L’ignoble agression antisémite dont a été victime un sexagénaire à la sortie d’une synagogue à Paris 20e, ce week-end, est extrêmement inquiétante. L’auteur de cet acte inqualifiable aurait apostrophé la victime en l’accusant de tuer « les gens à Gaza ».
Comme si le fait d’être juif faisait de ce vieil homme l’un des responsables de l’horreur que vivent les Gazaouis. Une pseudo-justification de l’injustifiable. Dans la fabrique de l’antisémitisme, il n’est jamais question de solidarité avec qui que ce soit.

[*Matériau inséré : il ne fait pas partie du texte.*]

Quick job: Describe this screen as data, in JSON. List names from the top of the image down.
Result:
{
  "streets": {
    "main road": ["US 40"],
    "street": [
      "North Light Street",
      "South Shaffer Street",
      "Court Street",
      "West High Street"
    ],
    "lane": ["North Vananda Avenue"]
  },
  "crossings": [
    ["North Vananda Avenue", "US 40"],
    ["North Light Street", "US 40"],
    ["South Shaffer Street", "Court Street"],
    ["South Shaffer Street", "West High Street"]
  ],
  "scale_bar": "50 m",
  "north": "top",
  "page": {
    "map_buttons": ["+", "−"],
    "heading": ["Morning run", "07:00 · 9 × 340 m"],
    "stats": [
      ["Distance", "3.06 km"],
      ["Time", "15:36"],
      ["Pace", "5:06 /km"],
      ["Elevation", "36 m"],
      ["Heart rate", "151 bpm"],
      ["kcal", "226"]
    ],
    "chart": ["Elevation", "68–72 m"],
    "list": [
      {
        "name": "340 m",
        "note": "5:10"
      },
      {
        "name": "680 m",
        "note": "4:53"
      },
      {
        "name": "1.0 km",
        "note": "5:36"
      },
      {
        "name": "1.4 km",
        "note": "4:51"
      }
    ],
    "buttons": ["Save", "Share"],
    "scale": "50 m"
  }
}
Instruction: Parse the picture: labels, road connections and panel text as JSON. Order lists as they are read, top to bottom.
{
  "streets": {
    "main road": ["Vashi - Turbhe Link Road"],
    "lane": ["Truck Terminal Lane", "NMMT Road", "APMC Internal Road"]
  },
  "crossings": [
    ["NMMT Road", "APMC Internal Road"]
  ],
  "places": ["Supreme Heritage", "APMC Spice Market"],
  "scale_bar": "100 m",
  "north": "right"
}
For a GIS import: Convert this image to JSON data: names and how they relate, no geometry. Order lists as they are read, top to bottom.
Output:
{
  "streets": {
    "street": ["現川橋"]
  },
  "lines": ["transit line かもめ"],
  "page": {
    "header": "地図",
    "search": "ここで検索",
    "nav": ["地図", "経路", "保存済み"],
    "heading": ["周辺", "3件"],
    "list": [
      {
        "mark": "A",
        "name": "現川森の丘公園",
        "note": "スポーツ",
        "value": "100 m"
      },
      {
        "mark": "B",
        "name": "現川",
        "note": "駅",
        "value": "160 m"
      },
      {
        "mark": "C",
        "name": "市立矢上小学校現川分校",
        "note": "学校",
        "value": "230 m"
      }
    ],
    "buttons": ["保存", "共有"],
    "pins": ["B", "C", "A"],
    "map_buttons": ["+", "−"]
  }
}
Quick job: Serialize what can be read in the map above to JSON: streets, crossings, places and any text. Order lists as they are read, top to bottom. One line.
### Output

Il s’agit toujours de désigner un réceptacle aux haines, aux frustrations et aux colères, aux jalousies quelles qu’elles soient.
C’est bien pour cela que l’accusation d’antisémitisme doit être maniée avec discernement. Non, l’attaque terroriste du Hamas du 7 octobre, avec son cortège d’horreurs, n’était pas un acte de résistance face à l’oppression israélienne, et rien ne peut la justifier. Mais, non, être solidaire avec les Palestiniens victimes de la colonisation et, aujourd’hui, d’une guerre monstrueuse, ce n’est pas être antisémite.
Accuser ceux qui demandent un cessez-le-feu à Gaza de reprendre le discours du Hamas, comme le font certains chroniqueurs et politiques, revient à décréter que l’antisémitisme se confond avec le refus de la politique du gouvernement de Benyamin Netanyahou et de l’extrême droite israélienne.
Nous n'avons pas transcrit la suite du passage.